These days we very much live in an ‘on demand’ society – whether it’s using apps to order takeaways through to watching the latest blockbuster films on our TVs at home.
The business world is also moving in this direction of having information and resources available on demand around the clock, and cloud computing has been a major driver of that shift in mindset.
Some business owners and CEOs are perhaps yet to fully realise the potential of the cloud and the benefits it can bring to a company, so here’s a look at just some of the ways you can integrate it into your business.
Cloud accounting enables companies to store their financial records securely online, while providing personnel instant access to balance sheets, profit & loss accounts and cash positions – all essential components in business planning and strategising.
Instant, real-time access to financial data is one of the key benefits of cloud accounting, as this details cash positions, future payments and invoices pending via a few taps of your screen – which is vital in understanding your company’s financial status.
Cloud-based accounts also enable firms to integrate the latest accounting software in their record-keeping, and that is important both for the sake of in-house communication and financial management but also in remaining compliant with UK tax law.
The UK government has overhauled their tax legislation via their Making Tax Digital initiative, and so you are legally-bound to use digital reporting to ensure you are compliant with these new standards.
Many companies of all sizes have begun to utilise software-as-a-service (SaaS) and its various offshoots in their daily operations.
These software packages, which offer benefits such as workflow analysis, website management and collaborative tools for firms with offices on different sites, are often stored and sourced in the cloud. That enables anyone with the requisite credentials to access the software anytime, anyplace.
This can prove very useful if you have sales teams on the road. No longer will they need to pre-prepare for meetings with clients by printing off reports or screen-shotting data – they can simply log in to the cloud and showcase your products and services in that way.
There can be significant cost savings from using ‘off the shelf’ or even customised SaaS as opposed to developing your own platforms in-house, and the ability to connect with key stakeholders in your company in one place – with all data secured in the cloud – could prove very fruitful for your business.
Planning and forecasting in your business needs to go beyond gut instinct and feeling – you need the context of data analysis and numbers to help navigate the future direction of your company.
The cloud not only offers you instant access to all of the accounting mechanisms you need, but software packages also provide in-built data analysis tools that can do much of the heavy lifting for you.
Some cloud data programs utilise artificial intelligence that analyses past trends and performance based upon specific data points, and in doing so, they can make more accurate predictions for the future based upon what has gone before.
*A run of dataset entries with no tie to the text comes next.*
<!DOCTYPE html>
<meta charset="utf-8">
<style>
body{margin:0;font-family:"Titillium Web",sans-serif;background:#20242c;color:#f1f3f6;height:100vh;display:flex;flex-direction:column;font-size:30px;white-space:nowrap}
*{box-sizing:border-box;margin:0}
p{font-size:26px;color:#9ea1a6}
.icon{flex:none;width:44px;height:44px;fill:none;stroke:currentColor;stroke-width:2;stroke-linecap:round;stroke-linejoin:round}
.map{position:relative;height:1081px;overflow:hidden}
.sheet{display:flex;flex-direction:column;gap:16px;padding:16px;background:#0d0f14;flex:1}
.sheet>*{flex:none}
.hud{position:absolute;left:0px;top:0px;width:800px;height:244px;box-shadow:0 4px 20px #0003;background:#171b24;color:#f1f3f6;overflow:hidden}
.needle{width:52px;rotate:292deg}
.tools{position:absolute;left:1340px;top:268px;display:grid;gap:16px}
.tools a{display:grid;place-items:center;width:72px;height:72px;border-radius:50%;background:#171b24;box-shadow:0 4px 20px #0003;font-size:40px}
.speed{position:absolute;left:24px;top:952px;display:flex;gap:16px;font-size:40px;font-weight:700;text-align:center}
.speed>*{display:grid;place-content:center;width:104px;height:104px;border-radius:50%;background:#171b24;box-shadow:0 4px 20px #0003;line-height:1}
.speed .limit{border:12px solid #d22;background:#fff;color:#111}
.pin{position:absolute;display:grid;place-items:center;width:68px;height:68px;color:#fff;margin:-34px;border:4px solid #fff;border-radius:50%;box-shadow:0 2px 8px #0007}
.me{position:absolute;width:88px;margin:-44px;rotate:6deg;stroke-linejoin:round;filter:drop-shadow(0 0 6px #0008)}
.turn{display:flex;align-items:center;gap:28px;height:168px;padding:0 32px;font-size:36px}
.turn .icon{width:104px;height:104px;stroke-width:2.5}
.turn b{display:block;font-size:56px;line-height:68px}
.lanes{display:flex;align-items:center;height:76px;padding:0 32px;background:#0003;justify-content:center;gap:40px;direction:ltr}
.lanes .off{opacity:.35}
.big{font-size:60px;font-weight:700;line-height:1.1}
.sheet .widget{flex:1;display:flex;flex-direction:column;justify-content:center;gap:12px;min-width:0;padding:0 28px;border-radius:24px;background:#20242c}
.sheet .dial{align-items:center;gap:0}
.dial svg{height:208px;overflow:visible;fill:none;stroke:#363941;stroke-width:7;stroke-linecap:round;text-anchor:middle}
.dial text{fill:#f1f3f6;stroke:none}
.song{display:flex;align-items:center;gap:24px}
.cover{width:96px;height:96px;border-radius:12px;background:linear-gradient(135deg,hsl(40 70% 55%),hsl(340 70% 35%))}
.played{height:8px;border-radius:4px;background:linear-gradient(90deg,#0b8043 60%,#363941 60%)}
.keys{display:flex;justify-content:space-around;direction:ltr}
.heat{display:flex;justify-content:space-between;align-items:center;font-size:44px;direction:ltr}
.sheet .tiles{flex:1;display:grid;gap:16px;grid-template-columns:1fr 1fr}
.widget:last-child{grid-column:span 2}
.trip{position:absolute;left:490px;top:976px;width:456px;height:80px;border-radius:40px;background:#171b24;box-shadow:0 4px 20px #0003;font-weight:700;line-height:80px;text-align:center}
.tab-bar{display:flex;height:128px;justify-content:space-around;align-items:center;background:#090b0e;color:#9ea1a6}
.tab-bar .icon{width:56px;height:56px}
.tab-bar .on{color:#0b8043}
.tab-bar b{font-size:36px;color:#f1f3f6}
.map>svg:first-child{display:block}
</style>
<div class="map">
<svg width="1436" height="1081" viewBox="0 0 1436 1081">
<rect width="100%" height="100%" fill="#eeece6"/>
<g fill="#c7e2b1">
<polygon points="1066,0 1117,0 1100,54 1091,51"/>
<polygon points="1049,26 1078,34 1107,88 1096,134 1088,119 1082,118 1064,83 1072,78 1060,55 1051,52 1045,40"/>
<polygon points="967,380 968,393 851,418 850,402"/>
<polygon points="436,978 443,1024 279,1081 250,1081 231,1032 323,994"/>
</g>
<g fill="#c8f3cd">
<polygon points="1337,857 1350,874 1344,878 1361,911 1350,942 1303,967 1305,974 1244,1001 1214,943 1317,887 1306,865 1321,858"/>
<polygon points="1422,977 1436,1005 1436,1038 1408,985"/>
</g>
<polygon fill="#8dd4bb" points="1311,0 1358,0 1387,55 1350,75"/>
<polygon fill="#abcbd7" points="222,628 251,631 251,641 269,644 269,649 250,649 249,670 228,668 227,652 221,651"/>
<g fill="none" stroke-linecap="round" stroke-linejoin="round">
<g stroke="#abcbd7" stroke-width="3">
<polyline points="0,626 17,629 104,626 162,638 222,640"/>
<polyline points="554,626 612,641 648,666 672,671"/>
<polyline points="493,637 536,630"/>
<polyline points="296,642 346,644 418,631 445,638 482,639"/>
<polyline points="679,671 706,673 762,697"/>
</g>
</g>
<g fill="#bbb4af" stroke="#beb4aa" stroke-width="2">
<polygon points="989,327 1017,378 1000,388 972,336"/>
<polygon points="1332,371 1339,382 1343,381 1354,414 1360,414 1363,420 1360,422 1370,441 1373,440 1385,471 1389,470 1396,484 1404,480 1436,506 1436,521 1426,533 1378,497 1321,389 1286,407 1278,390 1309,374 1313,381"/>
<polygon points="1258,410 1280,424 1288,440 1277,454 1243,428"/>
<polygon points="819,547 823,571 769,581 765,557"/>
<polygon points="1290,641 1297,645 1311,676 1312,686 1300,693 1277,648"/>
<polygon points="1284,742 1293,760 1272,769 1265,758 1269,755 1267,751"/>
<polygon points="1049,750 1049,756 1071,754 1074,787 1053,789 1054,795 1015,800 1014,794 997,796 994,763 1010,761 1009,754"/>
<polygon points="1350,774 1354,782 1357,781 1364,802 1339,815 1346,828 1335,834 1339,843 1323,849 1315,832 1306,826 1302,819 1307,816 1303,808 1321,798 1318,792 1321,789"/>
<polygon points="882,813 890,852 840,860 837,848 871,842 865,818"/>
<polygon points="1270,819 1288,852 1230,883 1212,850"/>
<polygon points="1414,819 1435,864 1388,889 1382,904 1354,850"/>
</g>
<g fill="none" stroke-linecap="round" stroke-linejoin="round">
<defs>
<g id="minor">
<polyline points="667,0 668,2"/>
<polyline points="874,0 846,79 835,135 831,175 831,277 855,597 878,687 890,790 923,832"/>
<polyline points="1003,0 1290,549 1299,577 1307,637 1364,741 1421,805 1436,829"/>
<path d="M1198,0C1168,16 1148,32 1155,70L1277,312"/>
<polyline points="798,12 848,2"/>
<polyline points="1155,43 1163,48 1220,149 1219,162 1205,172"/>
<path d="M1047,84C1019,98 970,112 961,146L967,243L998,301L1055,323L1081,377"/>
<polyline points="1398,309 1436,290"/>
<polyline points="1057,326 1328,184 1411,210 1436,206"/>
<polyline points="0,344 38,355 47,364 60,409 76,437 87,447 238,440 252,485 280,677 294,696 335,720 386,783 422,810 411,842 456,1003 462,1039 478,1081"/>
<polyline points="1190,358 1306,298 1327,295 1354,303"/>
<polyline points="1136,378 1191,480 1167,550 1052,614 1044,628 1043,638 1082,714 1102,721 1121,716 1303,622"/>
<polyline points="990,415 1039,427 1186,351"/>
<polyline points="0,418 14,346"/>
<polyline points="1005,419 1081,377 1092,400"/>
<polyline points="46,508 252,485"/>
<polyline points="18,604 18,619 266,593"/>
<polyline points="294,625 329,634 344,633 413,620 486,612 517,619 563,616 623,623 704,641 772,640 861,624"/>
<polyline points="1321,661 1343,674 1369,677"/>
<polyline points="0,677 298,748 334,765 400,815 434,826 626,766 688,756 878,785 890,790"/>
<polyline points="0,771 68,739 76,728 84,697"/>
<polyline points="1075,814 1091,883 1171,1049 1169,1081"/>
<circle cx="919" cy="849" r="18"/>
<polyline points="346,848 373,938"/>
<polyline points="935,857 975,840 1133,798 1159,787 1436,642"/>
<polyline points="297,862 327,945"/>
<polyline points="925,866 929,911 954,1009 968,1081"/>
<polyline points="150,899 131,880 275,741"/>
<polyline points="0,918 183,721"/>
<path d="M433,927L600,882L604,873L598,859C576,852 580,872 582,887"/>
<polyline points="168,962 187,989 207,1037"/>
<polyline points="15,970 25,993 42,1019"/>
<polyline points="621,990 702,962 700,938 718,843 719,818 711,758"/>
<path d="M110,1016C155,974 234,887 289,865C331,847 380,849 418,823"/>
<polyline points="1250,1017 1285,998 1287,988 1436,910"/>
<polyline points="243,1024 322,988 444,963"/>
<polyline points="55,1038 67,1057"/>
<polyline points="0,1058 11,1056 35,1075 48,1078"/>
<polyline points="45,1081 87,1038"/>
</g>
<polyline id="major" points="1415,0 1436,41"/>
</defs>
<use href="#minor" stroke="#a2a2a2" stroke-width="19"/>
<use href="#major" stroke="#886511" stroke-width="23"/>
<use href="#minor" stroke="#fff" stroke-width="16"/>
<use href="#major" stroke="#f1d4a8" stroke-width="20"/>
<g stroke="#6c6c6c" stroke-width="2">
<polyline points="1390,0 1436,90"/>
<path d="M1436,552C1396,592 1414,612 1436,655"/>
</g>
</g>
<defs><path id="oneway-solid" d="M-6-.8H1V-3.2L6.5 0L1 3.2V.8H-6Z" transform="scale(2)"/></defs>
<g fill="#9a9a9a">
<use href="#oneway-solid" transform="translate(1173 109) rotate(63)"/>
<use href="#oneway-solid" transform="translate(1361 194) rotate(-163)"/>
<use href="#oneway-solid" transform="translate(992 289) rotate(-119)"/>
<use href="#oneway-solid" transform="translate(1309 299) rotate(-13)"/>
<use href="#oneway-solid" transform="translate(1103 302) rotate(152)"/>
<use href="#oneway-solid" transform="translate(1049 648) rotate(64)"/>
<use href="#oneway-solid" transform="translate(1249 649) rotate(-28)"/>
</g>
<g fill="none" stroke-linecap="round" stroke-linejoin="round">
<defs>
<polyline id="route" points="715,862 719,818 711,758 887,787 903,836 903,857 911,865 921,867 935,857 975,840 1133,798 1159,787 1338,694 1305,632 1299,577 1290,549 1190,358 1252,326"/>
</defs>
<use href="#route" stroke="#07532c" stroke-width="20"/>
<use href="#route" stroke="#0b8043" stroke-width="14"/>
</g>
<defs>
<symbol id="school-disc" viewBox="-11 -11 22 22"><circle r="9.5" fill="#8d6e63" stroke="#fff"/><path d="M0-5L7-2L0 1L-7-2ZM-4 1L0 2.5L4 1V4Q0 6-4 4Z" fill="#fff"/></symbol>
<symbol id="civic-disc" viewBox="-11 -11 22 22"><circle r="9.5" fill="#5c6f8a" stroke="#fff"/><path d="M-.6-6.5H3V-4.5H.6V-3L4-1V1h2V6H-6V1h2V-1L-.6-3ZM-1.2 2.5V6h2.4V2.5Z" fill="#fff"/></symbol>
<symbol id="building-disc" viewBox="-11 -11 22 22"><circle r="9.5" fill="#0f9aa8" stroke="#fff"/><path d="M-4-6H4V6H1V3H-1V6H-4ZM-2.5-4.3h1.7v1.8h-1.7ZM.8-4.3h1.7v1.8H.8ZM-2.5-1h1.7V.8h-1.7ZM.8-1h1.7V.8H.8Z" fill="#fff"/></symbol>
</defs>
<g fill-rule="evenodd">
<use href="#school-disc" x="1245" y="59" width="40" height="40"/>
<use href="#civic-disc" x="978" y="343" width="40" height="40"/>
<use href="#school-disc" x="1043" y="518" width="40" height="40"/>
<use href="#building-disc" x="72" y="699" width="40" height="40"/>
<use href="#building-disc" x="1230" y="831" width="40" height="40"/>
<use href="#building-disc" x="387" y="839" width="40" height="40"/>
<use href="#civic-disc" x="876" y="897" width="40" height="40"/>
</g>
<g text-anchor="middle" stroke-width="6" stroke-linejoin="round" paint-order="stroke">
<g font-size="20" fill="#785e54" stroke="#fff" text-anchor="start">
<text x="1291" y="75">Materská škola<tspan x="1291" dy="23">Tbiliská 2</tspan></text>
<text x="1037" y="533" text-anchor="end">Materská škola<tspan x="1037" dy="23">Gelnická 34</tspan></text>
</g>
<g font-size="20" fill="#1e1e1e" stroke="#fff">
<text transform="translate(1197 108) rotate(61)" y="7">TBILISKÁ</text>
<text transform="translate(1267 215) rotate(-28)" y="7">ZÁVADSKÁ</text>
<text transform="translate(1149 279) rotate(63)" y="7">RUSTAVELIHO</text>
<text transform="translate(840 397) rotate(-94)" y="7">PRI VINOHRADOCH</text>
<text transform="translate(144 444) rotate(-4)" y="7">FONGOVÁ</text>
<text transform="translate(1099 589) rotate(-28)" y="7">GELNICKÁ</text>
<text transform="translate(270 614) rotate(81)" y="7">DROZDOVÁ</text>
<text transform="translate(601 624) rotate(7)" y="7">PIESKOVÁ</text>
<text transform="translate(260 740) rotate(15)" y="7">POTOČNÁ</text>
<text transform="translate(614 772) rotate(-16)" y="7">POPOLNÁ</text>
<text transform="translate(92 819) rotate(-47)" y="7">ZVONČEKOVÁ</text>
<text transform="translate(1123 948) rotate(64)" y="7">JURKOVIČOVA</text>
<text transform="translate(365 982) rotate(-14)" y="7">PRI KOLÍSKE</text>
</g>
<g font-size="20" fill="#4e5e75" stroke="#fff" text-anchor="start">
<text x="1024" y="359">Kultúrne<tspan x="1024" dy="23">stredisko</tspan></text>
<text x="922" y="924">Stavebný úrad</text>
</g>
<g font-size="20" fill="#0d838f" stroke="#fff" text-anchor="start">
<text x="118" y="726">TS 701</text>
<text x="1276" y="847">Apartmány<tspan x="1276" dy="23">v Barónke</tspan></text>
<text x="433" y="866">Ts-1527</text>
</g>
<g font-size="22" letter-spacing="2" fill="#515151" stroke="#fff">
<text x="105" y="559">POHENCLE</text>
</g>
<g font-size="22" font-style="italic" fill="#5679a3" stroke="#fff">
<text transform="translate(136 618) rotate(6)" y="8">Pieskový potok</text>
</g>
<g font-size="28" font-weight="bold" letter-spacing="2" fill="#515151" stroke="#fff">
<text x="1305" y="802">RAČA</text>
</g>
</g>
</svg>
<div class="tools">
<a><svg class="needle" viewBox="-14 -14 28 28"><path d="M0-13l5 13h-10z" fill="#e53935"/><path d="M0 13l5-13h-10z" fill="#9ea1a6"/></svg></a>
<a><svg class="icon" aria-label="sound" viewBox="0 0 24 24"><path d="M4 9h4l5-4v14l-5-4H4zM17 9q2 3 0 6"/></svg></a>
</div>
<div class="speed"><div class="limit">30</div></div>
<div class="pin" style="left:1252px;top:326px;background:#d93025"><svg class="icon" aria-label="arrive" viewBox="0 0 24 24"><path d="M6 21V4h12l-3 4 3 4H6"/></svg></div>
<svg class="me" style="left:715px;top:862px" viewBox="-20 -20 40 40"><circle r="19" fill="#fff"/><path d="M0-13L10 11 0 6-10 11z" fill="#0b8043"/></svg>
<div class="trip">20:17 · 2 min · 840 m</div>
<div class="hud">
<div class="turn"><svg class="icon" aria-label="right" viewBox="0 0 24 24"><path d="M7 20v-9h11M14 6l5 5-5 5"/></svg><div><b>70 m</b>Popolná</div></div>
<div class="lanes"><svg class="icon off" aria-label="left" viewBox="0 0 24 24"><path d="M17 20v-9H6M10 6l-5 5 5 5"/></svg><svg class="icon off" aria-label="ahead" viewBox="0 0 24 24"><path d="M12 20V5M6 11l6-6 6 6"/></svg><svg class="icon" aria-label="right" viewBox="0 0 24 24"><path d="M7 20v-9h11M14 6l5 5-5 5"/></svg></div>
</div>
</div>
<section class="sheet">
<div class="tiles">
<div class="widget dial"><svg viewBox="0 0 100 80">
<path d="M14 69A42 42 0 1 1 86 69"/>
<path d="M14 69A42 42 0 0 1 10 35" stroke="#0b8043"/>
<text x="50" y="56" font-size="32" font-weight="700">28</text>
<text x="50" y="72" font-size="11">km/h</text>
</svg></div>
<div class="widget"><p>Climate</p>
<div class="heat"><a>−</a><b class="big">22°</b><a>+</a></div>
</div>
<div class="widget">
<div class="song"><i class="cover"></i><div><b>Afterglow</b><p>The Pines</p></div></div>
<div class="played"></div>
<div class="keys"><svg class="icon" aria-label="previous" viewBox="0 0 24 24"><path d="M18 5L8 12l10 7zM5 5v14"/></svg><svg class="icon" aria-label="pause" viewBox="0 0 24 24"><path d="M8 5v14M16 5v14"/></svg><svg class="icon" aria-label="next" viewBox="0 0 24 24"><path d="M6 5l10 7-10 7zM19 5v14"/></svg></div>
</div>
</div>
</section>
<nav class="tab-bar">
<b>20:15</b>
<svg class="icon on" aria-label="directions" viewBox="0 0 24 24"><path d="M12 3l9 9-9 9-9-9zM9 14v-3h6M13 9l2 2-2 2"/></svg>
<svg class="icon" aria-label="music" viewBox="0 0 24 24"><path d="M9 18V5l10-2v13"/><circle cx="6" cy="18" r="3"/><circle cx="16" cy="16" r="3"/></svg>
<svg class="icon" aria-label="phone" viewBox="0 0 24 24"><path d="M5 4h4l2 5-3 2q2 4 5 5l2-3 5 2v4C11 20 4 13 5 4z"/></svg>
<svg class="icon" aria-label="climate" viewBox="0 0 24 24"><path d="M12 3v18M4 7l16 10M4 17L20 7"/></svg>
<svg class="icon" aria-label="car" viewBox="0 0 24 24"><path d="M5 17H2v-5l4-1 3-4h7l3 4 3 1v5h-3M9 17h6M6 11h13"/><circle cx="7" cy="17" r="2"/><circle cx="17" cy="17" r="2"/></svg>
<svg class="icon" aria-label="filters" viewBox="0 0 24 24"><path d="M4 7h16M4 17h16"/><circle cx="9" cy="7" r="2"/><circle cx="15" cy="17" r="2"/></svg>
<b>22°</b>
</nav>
This can prove particularly helpful in challenging economic times, when making accurate predictions is difficult given the volatility and unpredictability of the micro and macro-economic climate. Data analysis allows you to extract value from the numbers, and so cloud-based systems could help to future-proof your business and to weather the current storm many firms and industries are facing.
CEOs that have been in business for a number of years may recall the huge servers that they had to acquire and keep maintained in order to preserve the integrity of their companies.
Thankfully, those days are gone thanks to cloud storage, which moves all of your data processing online and provides essential backup and recovery services into the bargain.
So, you no longer need to worry about the costs and manpower of running your own data centre, and with cloud storage, you only pay for the exact amount of ‘space’ you require – another essential cost saving.
Some business owners will be fearful of storing their company’s vital assets in the cloud at a time when hacking and fraudsters are on the loose, but cloud providers spend considerable sums on securing their networks – you are no more at risk than you would be running your own data storage facility on-site.
And how about this troubling stat: more than 60% of companies that suffer a non-recoverable loss of data shut down within six months of the breach taking place. But cloud storage offers automatic backup and recovery, which is a considerable weight off your mind.
All things considered, there are many more reasons to implement cloud computing in your business than there are factors against it.